Everyone Wants To Live Offshore
Jeremy Hetherington-Gore Unleashed
24 May, 2007
On the face of it, this week's research has only 42.5% of people saying they would like to own overseas property or move abroad, but since each of them belongs to a family with 2.35 members, that makes 99.9% wanting to go.
This no surprise, and similar research has been conducted in Germany, Sweden, Russia and Canada. In Russia, 103% want to leave, but that is because the research was done in winter, when it is necessary to drink vodka just to survive.
Curious as to which among the various possible reasons might account for this dislike of cold, over-taxed, northern countries, I conducted a small survey of my own among the crowd in my local Cyprus pub this lunchtime, with the following results:
- 'Tax, and getting away from my wife' (Russian)
- 'The weather, and high taxes' (British)
- 'My son bought me a house here' (Czech, and the son lives in Monte Carlo).

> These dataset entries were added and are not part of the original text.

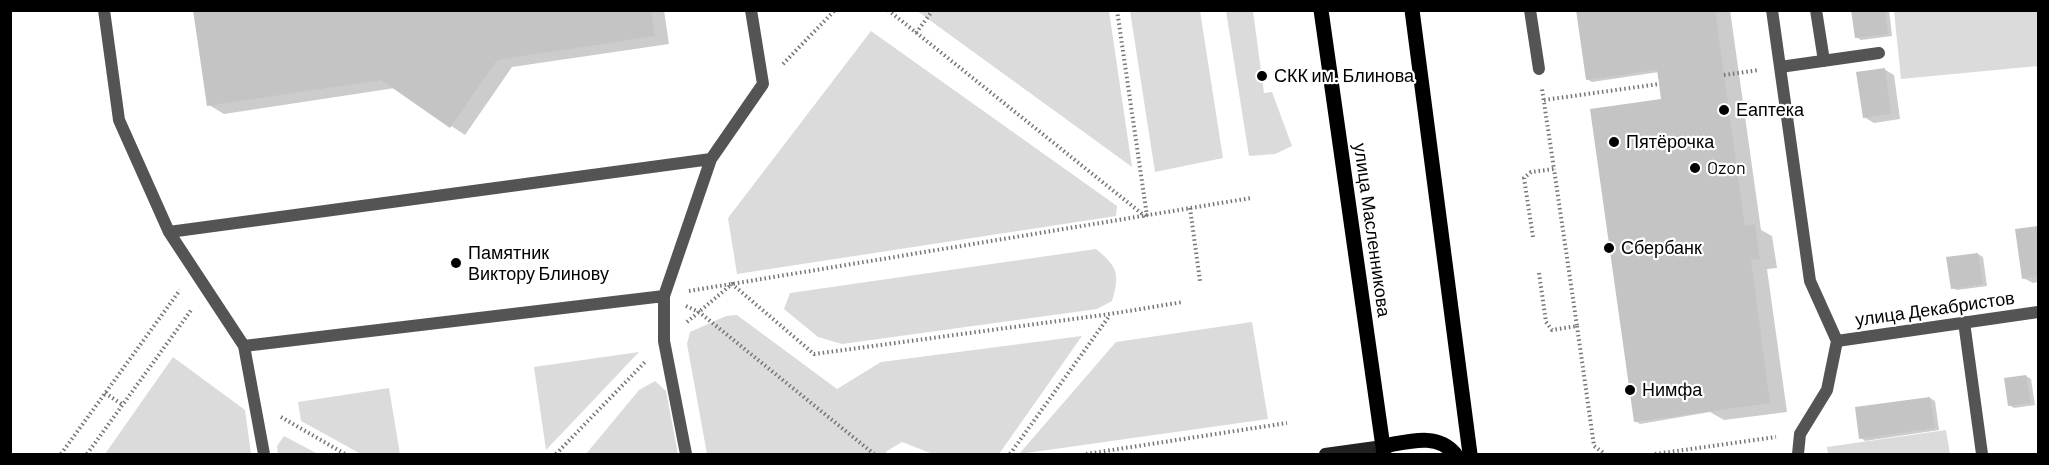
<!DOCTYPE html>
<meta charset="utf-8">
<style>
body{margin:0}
#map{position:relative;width:2049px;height:465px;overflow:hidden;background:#fff;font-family:Barlow,sans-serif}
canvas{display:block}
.frame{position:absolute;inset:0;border:12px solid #000;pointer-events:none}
</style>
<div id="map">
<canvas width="2049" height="465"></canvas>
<div class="frame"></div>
</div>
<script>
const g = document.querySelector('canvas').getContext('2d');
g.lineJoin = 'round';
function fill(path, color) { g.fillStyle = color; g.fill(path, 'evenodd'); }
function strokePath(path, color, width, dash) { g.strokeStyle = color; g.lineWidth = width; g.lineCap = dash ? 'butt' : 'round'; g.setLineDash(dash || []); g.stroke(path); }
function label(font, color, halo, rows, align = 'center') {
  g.font = font + ' Barlow,sans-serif'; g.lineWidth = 4.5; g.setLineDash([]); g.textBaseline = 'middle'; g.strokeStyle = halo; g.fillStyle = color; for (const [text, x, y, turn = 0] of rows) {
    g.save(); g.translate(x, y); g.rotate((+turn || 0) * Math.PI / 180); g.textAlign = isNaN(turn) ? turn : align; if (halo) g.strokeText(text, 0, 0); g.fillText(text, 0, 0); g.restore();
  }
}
fill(new Path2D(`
 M917,11H1109L1132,167Z
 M1130,11H1200L1223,158L1155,172Z
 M1226,11H1253L1264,93L1272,92L1292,146L1275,154L1249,156Z
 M1894,11H2038V66L1901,79Z
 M871,31L1117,206L1116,216L737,274L728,218Z
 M1096,249C1118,267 1120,274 1112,301L1097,309L842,344L818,337L784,309L790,293Z
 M737,315L837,389L881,362L1082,336L999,454H933L902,442L887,451L886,454H707L687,344L690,332L726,316Z
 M1252,322L1268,419L1019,454L1116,342Z
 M639,352L546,450L534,367Z
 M173,357L245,410L251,454H105Z
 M655,381L666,391L678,454H586L639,390Z
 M389,388L400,454H361L301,421L298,402Z
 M1946,430L1950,454H1828L1827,447Z
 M284,436L318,454H278L277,446Z`), '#dbdbdb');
fill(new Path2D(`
 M194,10H664L669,44L512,67L465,135L395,88L224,114L209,105Z
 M1578,10H1730L1761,230L1772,236L1777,268L1767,269L1787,412L1724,420L1710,412L1640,424L1635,421L1663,102L1659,72L1592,82L1587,79Z
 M1852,10H1889L1892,36L1861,40L1856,37Z
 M1884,69L1894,75L1900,119L1874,123L1864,117Z
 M2038,227V282L2033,283L2023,278L2016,231Z
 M1978,254L1983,257L1987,286L1957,290L1952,288Z
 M2026,376L2031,379L2035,405L2014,408L2009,405Z
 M1930,398L1935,401L1939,430L1865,441L1861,438Z`), '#0003');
fill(new Path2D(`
 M193,10H651L655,36L497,60L450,128L381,80L207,106Z
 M1576,10H1715L1745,226L1755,224L1760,259L1751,260L1770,403L1634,422L1590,109L1661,99L1659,84L1657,70L1586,80Z
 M1851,10H1885L1888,34L1855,38Z
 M1885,68L1891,114L1863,118L1856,72Z
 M2038,226V276L2022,279L2015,229Z
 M1978,253L1983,284L1951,289L1946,257Z
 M2026,375L2031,403L2008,406L2004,378Z
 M1930,397L1935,428L1859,439L1855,407Z`), '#c4c4c4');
strokePath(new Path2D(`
 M888,10L1146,217
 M1117,10L1147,216
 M916,33L933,10
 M783,64L835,10
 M1724,75L1759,70
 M1544,100L1659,84
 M1190,208L1200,281
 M1533,237L1524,178L1531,172L1554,169L1542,89
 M1539,273L1546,322L1552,330L1577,326L1554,169
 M689,291L1251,198
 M686,306L699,312L874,454
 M687,322L732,284L814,354L1110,314L1183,302
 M1577,326L1594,446L1605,454
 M105,393L123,405
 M281,417L345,454
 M61,454L180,290
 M87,454L192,309
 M556,454L645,362
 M1010,454L1110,315
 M1086,454L1287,423
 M1655,454L1776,437`), '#767676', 4, [1.5, 3]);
strokePath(new Path2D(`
 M104,10L119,120L169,232L244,346L264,454
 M1530,10L1539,69
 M1772,10L1810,281L1837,341L1827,390L1800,434L1798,454
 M1816,10L1824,61
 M1780,67L1879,53
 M169,232L711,159
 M1964,322L1982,454
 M244,346L664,296
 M686,454L664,341V296L711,159L763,84L751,10`), '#545454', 12);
strokePath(new Path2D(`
 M1837,341L2038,312`), '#545454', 12);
strokePath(new Path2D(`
 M1325,454L1383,446`), '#212121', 12);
strokePath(new Path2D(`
 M1321,10L1384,454
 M1412,10L1470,454
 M1383,446C1408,442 1437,432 1455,454`), '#000', 15);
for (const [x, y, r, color] of [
 [1262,76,6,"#000"],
 [1724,110,6,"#000"],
 [1614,142,6,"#000"],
 [1695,168,6,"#000"],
 [1609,248,6,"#000"],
 [456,263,6,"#000"],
 [1630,390,6,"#000"]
]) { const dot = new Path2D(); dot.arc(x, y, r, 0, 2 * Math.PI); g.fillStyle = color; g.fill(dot); strokePath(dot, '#fff', 2); }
label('18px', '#000', '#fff', [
 ["СКК им. Блинова",1274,76],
 ["Еаптека",1736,110],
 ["Пятёрочка",1626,142],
 ["Ozon",1707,168],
 ["Сбербанк",1621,248],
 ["Памятник",468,253],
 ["Виктору Блинову",468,274],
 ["Нимфа",1642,390]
], 'left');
label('18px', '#000', '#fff', [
 ["улица Масленникова",1372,230,82],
 ["улица Декабристов",1935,309,-8]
]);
</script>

That makes three and a half out of four, counting me, who are fleeing high taxes. 87.5%, for those of you who went to school in the last 50 years and can't work it out for themselves.
Another interesting figure is that global wealth in 2006 was about US$160 trillion, of which 60% is offshore. The offshore part is growing at more than 10% a year, while the onshore part is static.
So if you combine these figures, by 2030 not only will everyone be living offshore, but no-one will have to work any more, except of course the Queen and Gordon Brown.